> WHAT TO WORK ON
Would you restate every entry that follows, word for word, and leave out the pictures?

> DATA SUPPLIED
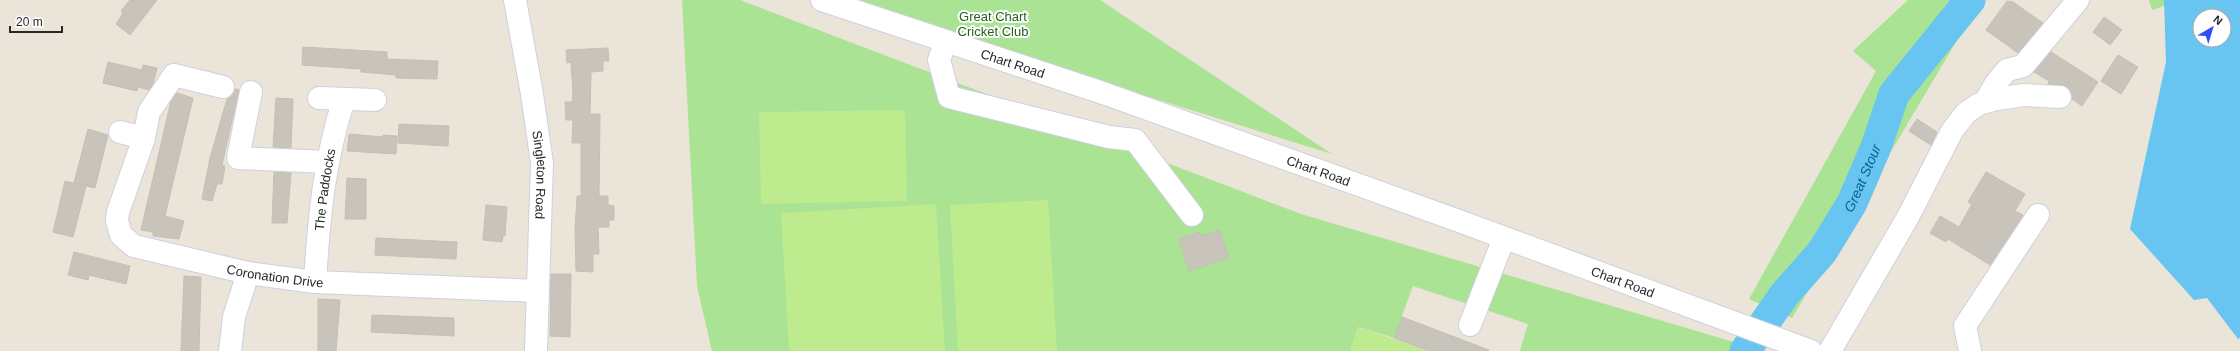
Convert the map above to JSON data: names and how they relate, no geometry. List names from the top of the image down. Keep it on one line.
{"streets":{"street":["Chart Road","Singleton Road","The Paddocks","Coronation Drive"]},"crossings":[["Singleton Road","Coronation Drive"],["The Paddocks","Coronation Drive"]],"water":["Great Stour"],"parks":["Great Chart Cricket Club"],"scale_bar":"20 m","north":"top right"}
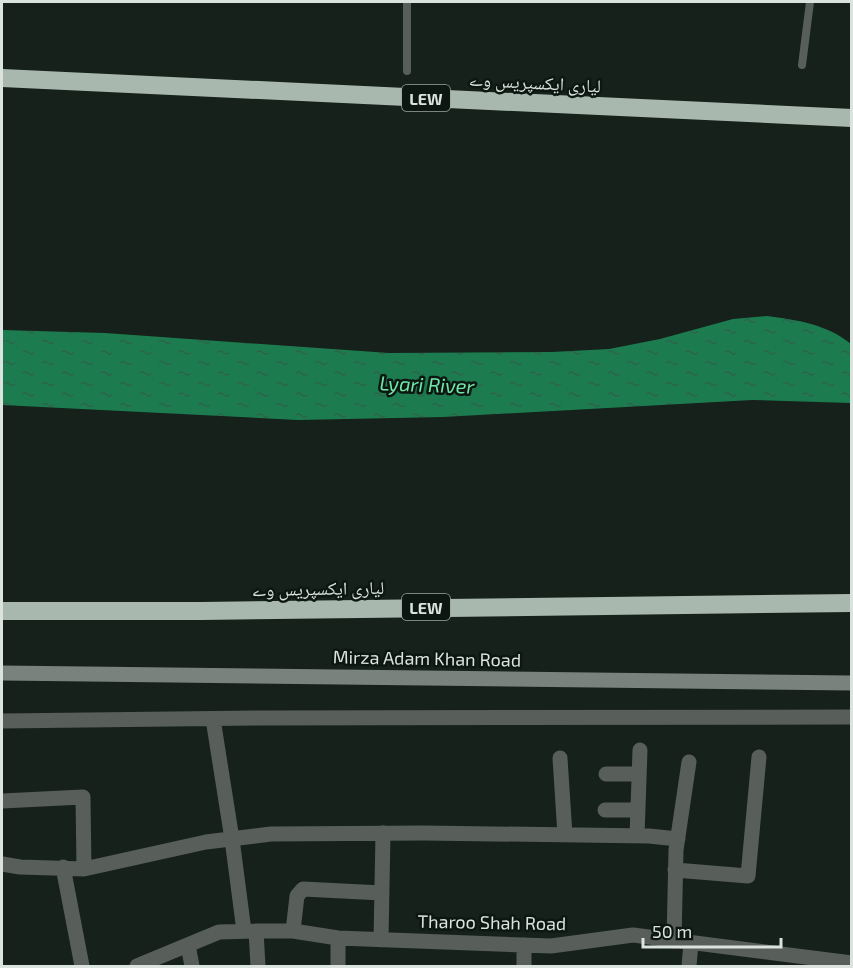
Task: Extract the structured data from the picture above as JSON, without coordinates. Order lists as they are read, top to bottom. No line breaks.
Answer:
{"streets":{"highway":["لیاری ایکسپریس وے","LEW"],"main road":["Mirza Adam Khan Road"],"street":["Tharoo Shah Road"]},"water":["Lyari River"],"scale_bar":"50 m"}
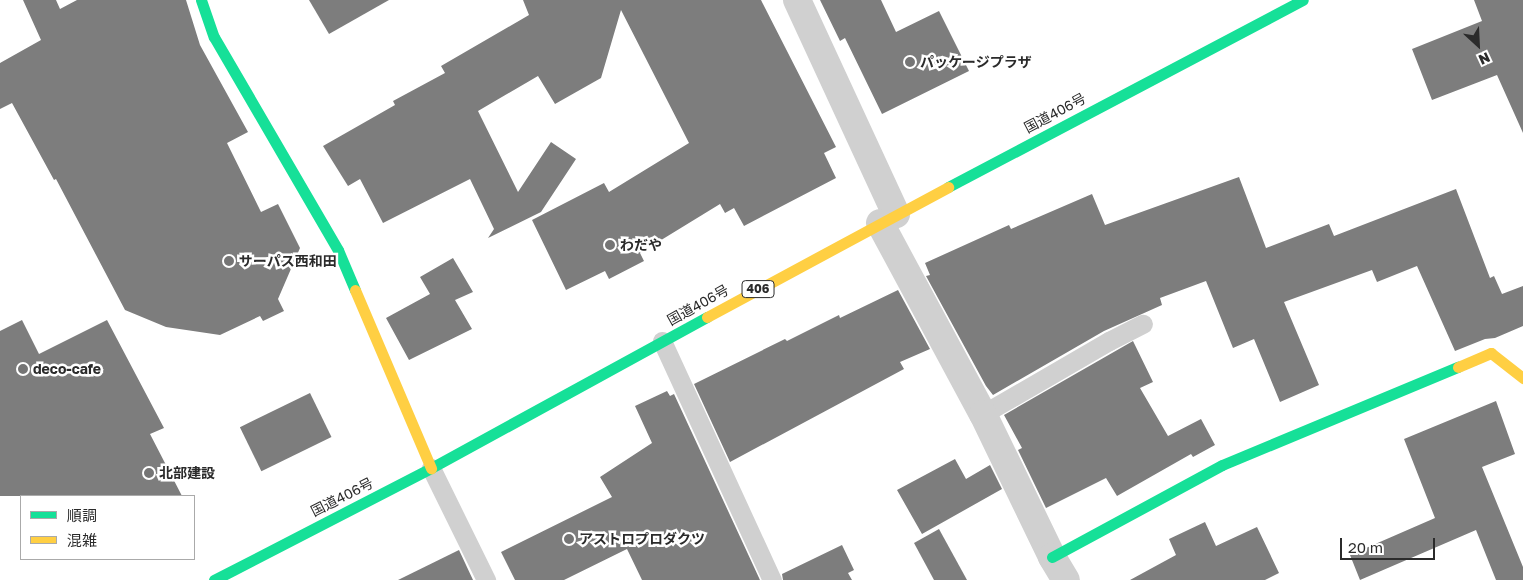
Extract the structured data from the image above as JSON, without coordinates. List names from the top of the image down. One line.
{"streets":{"main road":["国道406号","406"]},"places":["パッケージプラザ","わだや","サーパス西和田","deco-cafe","北部建設","アストロプロダクツ"],"legend":["順調","混雑"],"scale_bar":"20 m","north":"bottom right"}
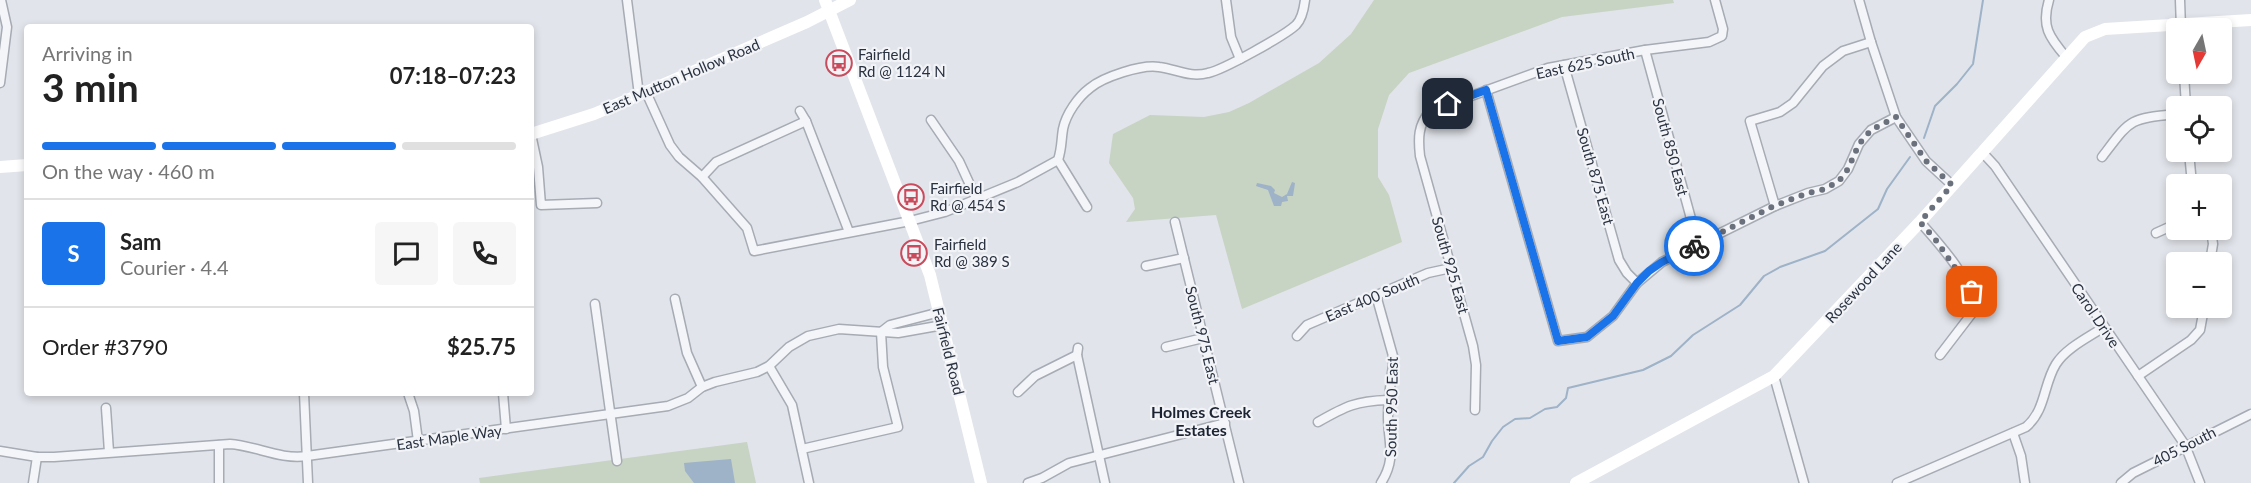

> EXERCISE ANSWER
Convert the map above to JSON data: names and how they relate, no geometry. List names from the top of the image down. Keep it on one line.
{"streets":{"street":["Chart Road","Singleton Road","The Paddocks","Coronation Drive"]},"crossings":[["Singleton Road","Coronation Drive"],["The Paddocks","Coronation Drive"]],"water":["Great Stour"],"parks":["Great Chart Cricket Club"],"scale_bar":"20 m","north":"top right"}
Task: Extract the structured data from the picture above as JSON, without coordinates. Order lists as they are read, top to bottom. No line breaks.
Answer:
{"streets":{"highway":["لیاری ایکسپریس وے","LEW"],"main road":["Mirza Adam Khan Road"],"street":["Tharoo Shah Road"]},"water":["Lyari River"],"scale_bar":"50 m"}
Extract the structured data from the image above as JSON, without coordinates. List names from the top of the image down. One line.
{"streets":{"main road":["国道406号","406"]},"places":["パッケージプラザ","わだや","サーパス西和田","deco-cafe","北部建設","アストロプロダクツ"],"legend":["順調","混雑"],"scale_bar":"20 m","north":"bottom right"}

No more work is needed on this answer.